During their six-day field trip to two border districts of Phong Tho and Sin Ho in Lai Chau province, the delegation of Vietnam Women’s Museum, collected 141 artifacts, including key chains, earrings, dresses, clothes and utensils of Dao, Lu, Mong, Ha Nhi and Thai Trang ethnic minority groups, that have been preserved over generations.

The delegation’s members collected traditional dress of Mong ethnic people in Dao Sa commune, Phong Tho district, which feature mixed technical elements of Lo Lo people. Talking about this dress, Bui Thi Thanh Thuy from Vietnam Women’s Museum, said Mong ethnic minority people in Dao San call themselves Mong Lo Lo. This was clearly shown through their traditional costumes with the skirts having typical features of Mong people (beeswax drawing, pleats, gored shapes and indigo dye). However, the upper part has pieces of fabric grafted together into patterns and textures with typical shapes of Lo Lo people. In scientific studies and documents from field trips, there is no Mong Lo Lo ethnic minority group and Dao San commune a residential area of the Lo Lo ethnic people.

In remote border communes, where traffic is difficult, the cultural interference has not been strong. The cultural customs have not changed so much and local ethnic minority people have preserved their own cultural identities. Especially, the older people still keep in memory many stories about the customs and rituals of ethnic groups.

For Dao people in Ta Phin village, Ta Phin commune, Sin Ho district, their traditional costumes and jewellery have been considered their assets that have been passed down through generations. These artifacts contain spiritual beliefs and cultural characteristics. Dao people think that the heritages’ values are not precious materials and metals, but the assets which feature many stories and beliefs as well as used by many generations. For example, when mother-in-laws and mothers gave dowry costumes and jewellery to their daughter-in-laws and daughters at a wedding, they asked their children to keep them safe for the next generation. Therefore, in daily life today, Dao people can wear bronze earrings and modern clothes; however, the traditional cotton costumes that are hand-sewn and hand-embroidered and silver earrings are still family heirlooms. Dao ethnic people believe that if they do not hold the heritages of the ethnic group, they will not be buried with the assets when they die, so they cannot meet their ancestors in the afterlife. This unchanging belief is a binding factor that helps preserve the heritages in the community. The elderly always orients traditional values and remind their families’ members, particularly younger generations, of conserving their heritages.

Living by farming and raising cattle, the life of Xinh Mun people in Phieng Khoai commune, Yen Chau district, Son La province has changed gradually. They have adapted to the modern life, given up unsound custom of early marriage and having inbred children, and boosting economic development while keeping many unique and long-term customs and cultural rituals. Hoang Nhu Hoa, an official from Vietnam Women’s Museum, who witnessed the pregnancy and childbirth rituals of Xinh Mun ethnic minority people, said all steps of performing the rituals were aimed at praying for the babies’ peace, helping family members feel secure and promoting the bond among members.

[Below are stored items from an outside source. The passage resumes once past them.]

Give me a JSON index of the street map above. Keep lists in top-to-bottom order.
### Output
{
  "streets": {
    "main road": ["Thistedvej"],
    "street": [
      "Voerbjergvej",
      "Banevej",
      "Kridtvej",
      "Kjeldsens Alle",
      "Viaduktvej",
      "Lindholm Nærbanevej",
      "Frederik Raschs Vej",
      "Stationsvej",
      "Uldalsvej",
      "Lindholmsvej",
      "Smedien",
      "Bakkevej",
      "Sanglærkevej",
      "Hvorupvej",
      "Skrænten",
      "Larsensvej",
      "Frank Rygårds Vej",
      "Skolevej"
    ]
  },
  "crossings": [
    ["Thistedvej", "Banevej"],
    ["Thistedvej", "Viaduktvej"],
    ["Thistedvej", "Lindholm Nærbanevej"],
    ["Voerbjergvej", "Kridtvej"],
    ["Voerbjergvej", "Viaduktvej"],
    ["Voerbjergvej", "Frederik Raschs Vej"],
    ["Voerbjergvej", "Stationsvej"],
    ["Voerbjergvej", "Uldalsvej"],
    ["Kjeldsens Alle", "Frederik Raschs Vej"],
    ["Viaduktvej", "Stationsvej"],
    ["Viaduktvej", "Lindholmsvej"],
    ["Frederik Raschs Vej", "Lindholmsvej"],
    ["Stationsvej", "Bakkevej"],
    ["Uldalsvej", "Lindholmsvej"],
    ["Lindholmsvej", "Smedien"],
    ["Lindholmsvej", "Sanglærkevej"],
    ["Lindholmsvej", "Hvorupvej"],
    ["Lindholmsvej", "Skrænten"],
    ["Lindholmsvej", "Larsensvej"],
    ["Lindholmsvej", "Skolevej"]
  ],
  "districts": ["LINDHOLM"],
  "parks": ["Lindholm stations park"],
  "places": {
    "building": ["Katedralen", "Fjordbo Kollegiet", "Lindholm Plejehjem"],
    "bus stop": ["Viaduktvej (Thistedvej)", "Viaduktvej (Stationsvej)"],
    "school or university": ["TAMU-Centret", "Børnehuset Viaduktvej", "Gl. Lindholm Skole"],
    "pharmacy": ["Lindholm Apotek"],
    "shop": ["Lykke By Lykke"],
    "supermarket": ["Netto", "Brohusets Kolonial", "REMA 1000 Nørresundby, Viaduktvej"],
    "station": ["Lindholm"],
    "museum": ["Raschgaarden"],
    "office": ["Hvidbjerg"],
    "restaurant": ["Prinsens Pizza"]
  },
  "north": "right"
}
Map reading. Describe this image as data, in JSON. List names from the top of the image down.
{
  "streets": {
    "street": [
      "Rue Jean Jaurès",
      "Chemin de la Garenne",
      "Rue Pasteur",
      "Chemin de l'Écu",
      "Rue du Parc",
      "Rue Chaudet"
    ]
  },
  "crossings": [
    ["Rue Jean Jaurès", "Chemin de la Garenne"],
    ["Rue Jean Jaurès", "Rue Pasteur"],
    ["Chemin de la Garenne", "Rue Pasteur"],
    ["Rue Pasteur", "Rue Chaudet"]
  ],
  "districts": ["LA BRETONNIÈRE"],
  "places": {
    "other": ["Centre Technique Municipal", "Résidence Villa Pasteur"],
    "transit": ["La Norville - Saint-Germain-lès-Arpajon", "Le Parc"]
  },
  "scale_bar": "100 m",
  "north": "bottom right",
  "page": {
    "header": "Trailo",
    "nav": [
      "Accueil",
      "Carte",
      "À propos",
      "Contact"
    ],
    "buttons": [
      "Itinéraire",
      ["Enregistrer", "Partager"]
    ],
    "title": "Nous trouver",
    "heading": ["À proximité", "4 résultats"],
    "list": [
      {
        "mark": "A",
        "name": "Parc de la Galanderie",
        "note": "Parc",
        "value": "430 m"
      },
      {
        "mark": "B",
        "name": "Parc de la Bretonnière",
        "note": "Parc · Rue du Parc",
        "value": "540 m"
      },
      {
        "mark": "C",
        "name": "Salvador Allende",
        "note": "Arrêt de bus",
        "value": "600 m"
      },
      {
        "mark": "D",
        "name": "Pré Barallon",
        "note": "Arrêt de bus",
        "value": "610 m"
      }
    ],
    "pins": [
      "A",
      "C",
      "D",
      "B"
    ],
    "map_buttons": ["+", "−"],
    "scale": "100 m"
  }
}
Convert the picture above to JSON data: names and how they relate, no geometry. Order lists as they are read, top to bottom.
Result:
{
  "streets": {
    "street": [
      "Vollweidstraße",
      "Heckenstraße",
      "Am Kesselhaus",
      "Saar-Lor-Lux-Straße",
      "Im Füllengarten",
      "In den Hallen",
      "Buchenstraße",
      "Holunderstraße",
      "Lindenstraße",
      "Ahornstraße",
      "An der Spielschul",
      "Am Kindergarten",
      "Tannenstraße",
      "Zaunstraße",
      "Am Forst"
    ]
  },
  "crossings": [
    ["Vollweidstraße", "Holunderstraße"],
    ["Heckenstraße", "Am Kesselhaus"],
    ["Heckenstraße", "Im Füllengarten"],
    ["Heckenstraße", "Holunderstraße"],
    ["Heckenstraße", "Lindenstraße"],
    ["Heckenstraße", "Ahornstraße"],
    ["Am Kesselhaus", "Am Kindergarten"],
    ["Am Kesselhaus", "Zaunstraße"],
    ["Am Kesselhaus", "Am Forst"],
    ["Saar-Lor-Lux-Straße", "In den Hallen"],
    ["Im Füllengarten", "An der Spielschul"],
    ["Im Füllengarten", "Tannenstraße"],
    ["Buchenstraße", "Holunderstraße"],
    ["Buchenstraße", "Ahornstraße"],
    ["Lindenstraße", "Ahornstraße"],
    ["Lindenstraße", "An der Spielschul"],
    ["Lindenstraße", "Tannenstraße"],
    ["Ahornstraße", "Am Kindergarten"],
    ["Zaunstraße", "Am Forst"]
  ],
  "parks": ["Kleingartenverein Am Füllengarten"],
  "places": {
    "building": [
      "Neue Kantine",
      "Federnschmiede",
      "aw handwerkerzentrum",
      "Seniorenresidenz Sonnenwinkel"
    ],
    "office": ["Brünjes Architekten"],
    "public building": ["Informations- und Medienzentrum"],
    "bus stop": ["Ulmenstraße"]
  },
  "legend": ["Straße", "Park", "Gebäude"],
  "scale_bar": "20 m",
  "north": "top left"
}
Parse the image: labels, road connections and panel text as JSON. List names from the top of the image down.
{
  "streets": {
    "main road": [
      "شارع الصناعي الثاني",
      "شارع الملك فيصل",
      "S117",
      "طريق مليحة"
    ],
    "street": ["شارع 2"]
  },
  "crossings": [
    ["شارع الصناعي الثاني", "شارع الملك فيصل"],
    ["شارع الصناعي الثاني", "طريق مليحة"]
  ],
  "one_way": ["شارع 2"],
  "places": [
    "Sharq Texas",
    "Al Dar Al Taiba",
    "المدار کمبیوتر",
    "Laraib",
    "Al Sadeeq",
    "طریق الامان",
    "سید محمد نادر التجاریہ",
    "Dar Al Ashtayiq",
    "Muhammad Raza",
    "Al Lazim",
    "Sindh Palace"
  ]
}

Xinh Mun parents have always accompanied and passed down folk knowledge to their children. The records and audio tapes of narrations and stories from the owners of objects, documents and images about the life, customs and rituals of Xinh Mun ethnic minority people, have provided the working delegation’s members and viewers with the most direct and honest view of material and cultural values.

Implementing the Prime Minister’s Decision No.219/QD-TTg, approving the project to support the communications of ethnic and religious work, the Vietnam Women’s Museum has collected artifacts and stories related to traditional customs and rituals of ethnic minority groups in border districts of Son La, Lai Chau and Yen Bai. According to Director of Vietnam Women’s Museum Nguyen Hai Van, the museum will create legal documents and procedures and attach identification codes for the collected objectives to make them become national assets. The values of artifacts and cultural heritages will be exploited and promoted to meet the goal of wide propaganda so that the public can better understand the unique customs and cultural identities of 54 ethnic groups in Vietnam.

It can be said that the research, preservation, collection and preservation of documents and artifacts in the museums have been forming a unity in both material and cultural values. Through exhibitions, movies and digital transformation, this common block of documents and artifacts will contribute to enriching knowledge about customs, rituals and practices in the life of ethnic people in the border areas of Son La and Lai Chau provinces.